Re: [PATCH v8 12/14] mm: zswap: Simplify acomp_ctx resource allocation/deletion and mutex lock usage.

linux-crypto.vger.kernel.org archive mirror
 help / color / mirror / Atom feed

From: Yosry Ahmed <yosry.ahmed@linux.dev>
To: "Sridhar, Kanchana P" <kanchana.p.sridhar@intel.com>
Cc: "linux-kernel@vger.kernel.org" <linux-kernel@vger.kernel.org>,
	"linux-mm@kvack.org" <linux-mm@kvack.org>,
	"hannes@cmpxchg.org" <hannes@cmpxchg.org>,
	"nphamcs@gmail.com" <nphamcs@gmail.com>,
	"chengming.zhou@linux.dev" <chengming.zhou@linux.dev>,
	"usamaarif642@gmail.com" <usamaarif642@gmail.com>,
	"ryan.roberts@arm.com" <ryan.roberts@arm.com>,
	"21cnbao@gmail.com" <21cnbao@gmail.com>,
	"ying.huang@linux.alibaba.com" <ying.huang@linux.alibaba.com>,
	"akpm@linux-foundation.org" <akpm@linux-foundation.org>,
	"linux-crypto@vger.kernel.org" <linux-crypto@vger.kernel.org>,
	"herbert@gondor.apana.org.au" <herbert@gondor.apana.org.au>,
	"davem@davemloft.net" <davem@davemloft.net>,
	"clabbe@baylibre.com" <clabbe@baylibre.com>,
	"ardb@kernel.org" <ardb@kernel.org>,
	"ebiggers@google.com" <ebiggers@google.com>,
	"surenb@google.com" <surenb@google.com>,
	"Accardi, Kristen C" <kristen.c.accardi@intel.com>,
	"Feghali, Wajdi K" <wajdi.k.feghali@intel.com>,
	"Gopal, Vinodh" <vinodh.gopal@intel.com>
Subject: Re: [PATCH v8 12/14] mm: zswap: Simplify acomp_ctx resource allocation/deletion and mutex lock usage.
Date: Mon, 10 Mar 2025 17:31:02 +0000	[thread overview]
Message-ID: <Z88h1mPkYNM6yOGE@google.com> (raw)
In-Reply-To: <PH8SPRMB00447B066A769C76F57F8800C9D42@PH8SPRMB0044.namprd11.prod.outlook.com>

On Sat, Mar 08, 2025 at 02:47:15AM +0000, Sridhar, Kanchana P wrote:
> 
[..]
> > > > >  	u8 *buffer;
> > > > > +	u8 nr_reqs;
> > > > > +	struct crypto_wait wait;
> > > > >  	struct mutex mutex;
> > > > >  	bool is_sleepable;
> > > > > +	bool __online;
> > > >
> > > > I don't believe we need this.
> > > >
> > > > If we are not freeing resources during CPU offlining, then we do not
> > > > need a CPU offline callback and acomp_ctx->__online serves no purpose.
> > > >
> > > > The whole point of synchronizing between offlining and
> > > > compress/decompress operations is to avoid UAF. If offlining does not
> > > > free resources, then we can hold the mutex directly in the
> > > > compress/decompress path and drop the hotunplug callback completely.
> > > >
> > > > I also believe nr_reqs can be dropped from this patch, as it seems like
> > > > it's only used know when to set __online.
> > >
> > > All great points!
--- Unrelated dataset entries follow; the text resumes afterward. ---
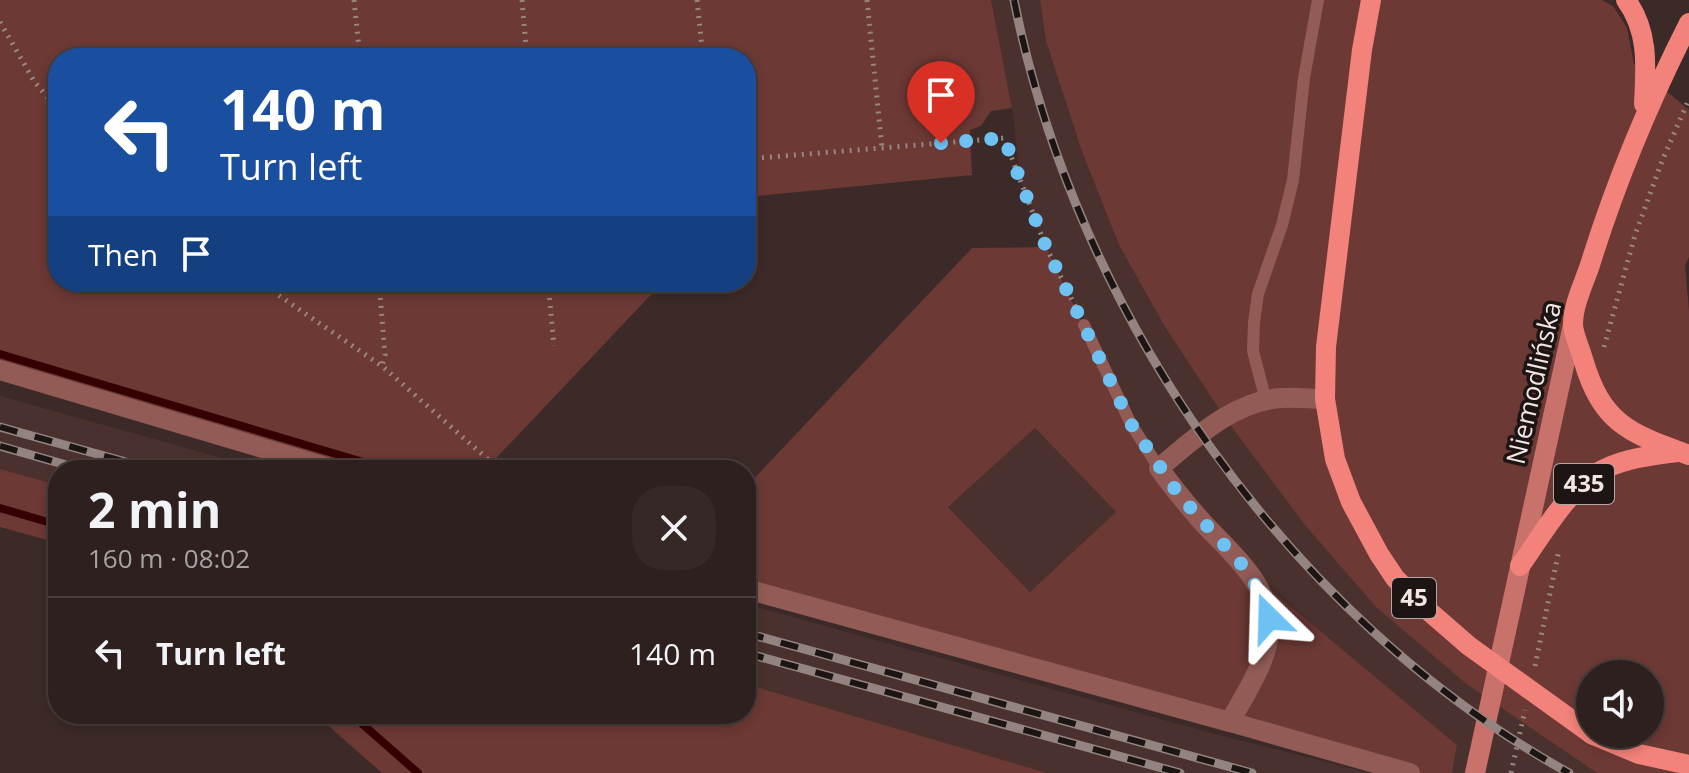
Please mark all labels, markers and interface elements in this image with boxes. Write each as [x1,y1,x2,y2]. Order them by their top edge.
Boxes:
pin [907,61,975,143]
text: 140 m [220,70,386,146]
icon: arrive [919,73,963,117]
icon: left [88,80,192,184]
text: Turn left [220,142,362,191]
icon: arrive [174,232,218,276]
text: Then [88,234,158,275]
street label: Niemodlińska [1497,298,1569,468]
road number: 435 [1554,464,1614,504]
text: 2 min [88,477,221,542]
button: close [632,486,716,570]
text: 160 m · 08:02 [88,540,250,576]
position arrow [1227,576,1311,660]
road number: 45 [1392,578,1436,618]
icon: left [88,631,132,675]
text: Turn left [156,633,286,674]
text: 140 m [629,633,716,674]
map controls [1576,660,1664,748]
button: sound [1576,660,1664,748]

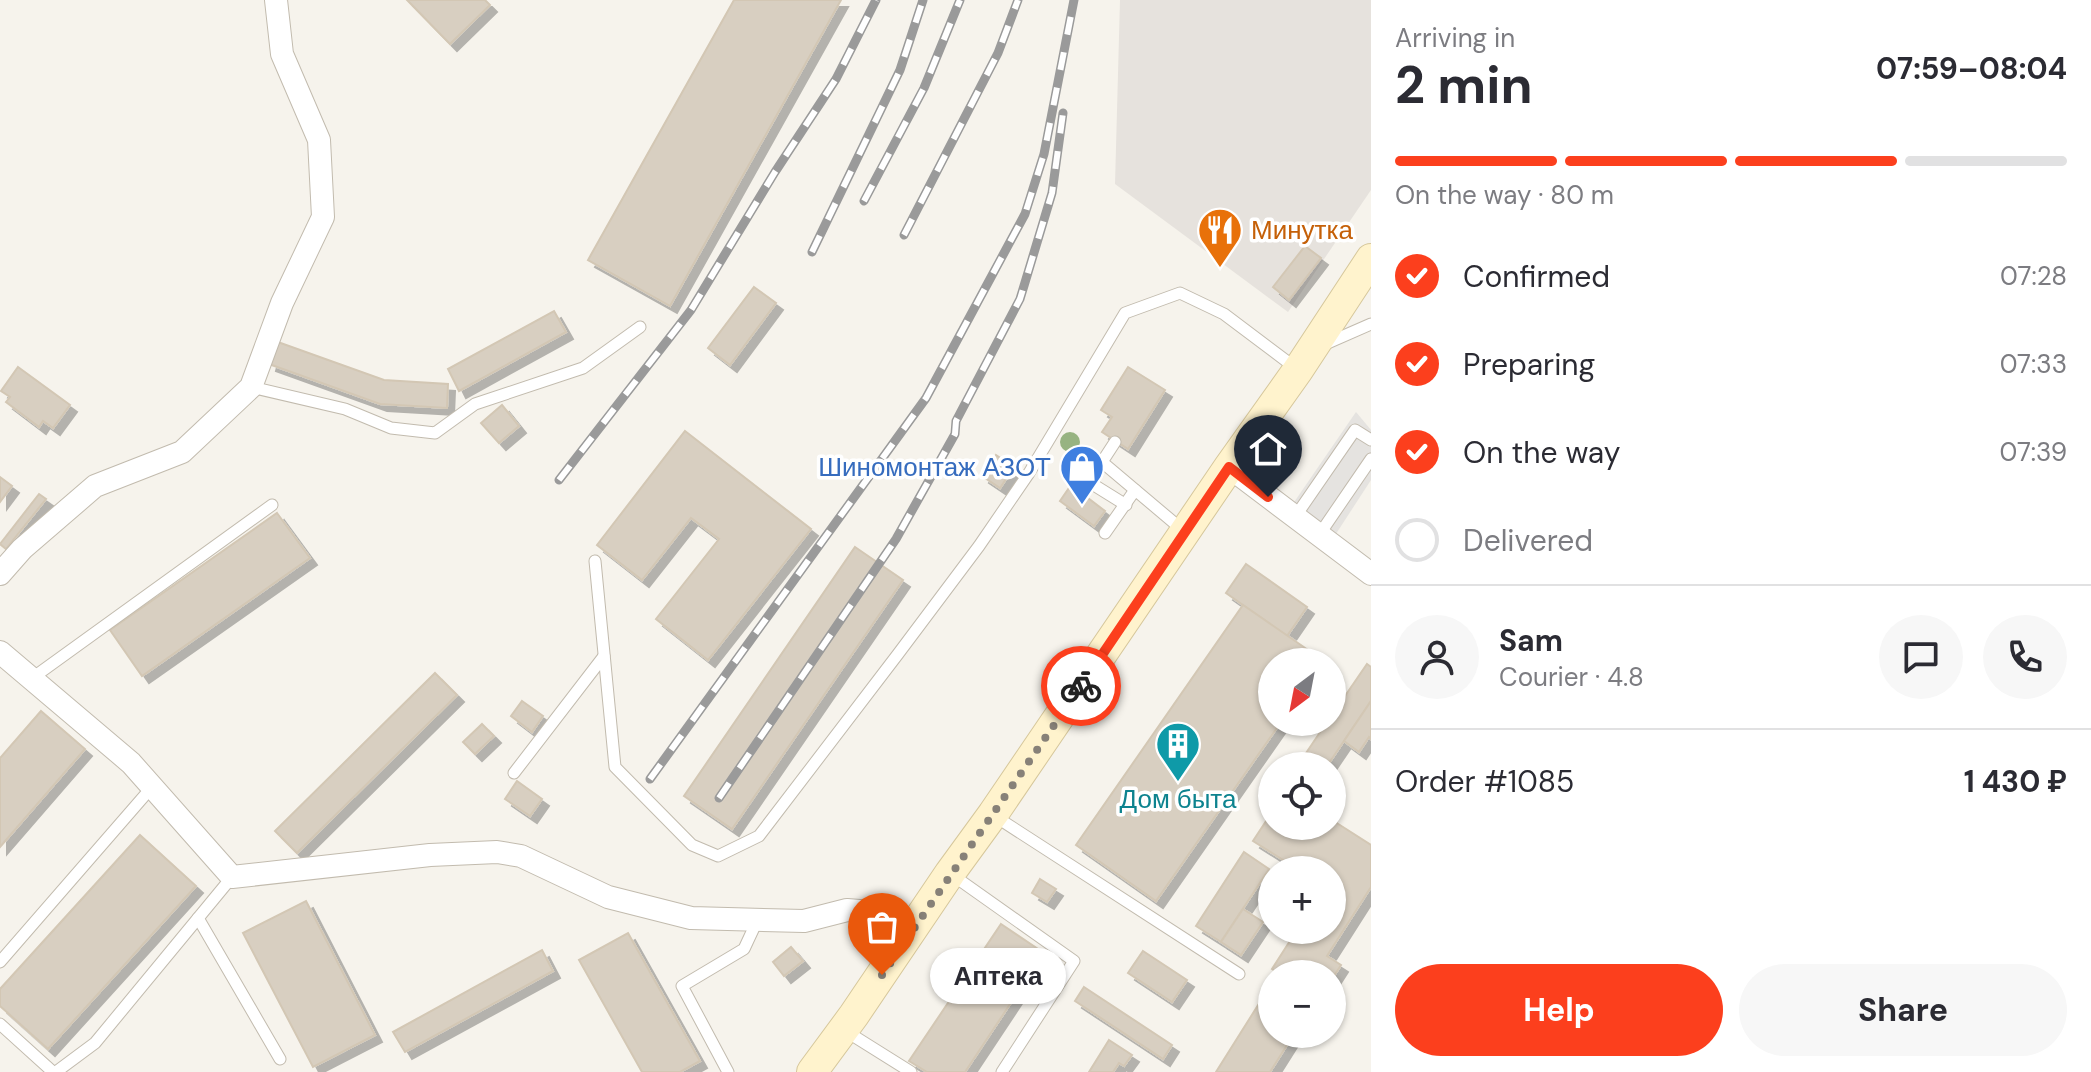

In fact, that was the original solution I had implemented
> > > (not having an offline callback). But then, I spent some time understanding
> > > the v6.13 hotfix for synchronizing freeing of resources, and this comment
> > > in zswap_cpu_comp_prepare():
> > >
> > > 	/*
> > > 	 * Only hold the mutex after completing allocations, otherwise we
> > may
> > > 	 * recurse into zswap through reclaim and attempt to hold the mutex
> > > 	 * again resulting in a deadlock.
> > > 	 */
> > >
> > > Hence, I figured the constraint of "recurse into zswap through reclaim" was
> > > something to comprehend in the simplification (even though I had a tough
> > > time imagining how this could happen).
> > 
> > The constraint here is about zswap_cpu_comp_prepare() holding the mutex,
> > making an allocation which internally triggers reclaim, then recursing
> > into zswap and trying to hold the same mutex again causing a deadlock.
> > 
> > If zswap_cpu_comp_prepare() does not need to hold the mutex to begin
> > with, the constraint naturally goes away.
> 
> Actually, if it is possible for the allocations in zswap_cpu_comp_prepare()
> to trigger reclaim, then I believe we need some way for reclaim to know if
> the acomp_ctx resources are available. Hence, this seems like a potential
> for deadlock regardless of the mutex.

I took a closer look and I believe my hotfix was actually unnecessary. I
sent it out in response to a syzbot report, but upon closer look it
seems like it was not an actual problem. Sorry if my patch confused you.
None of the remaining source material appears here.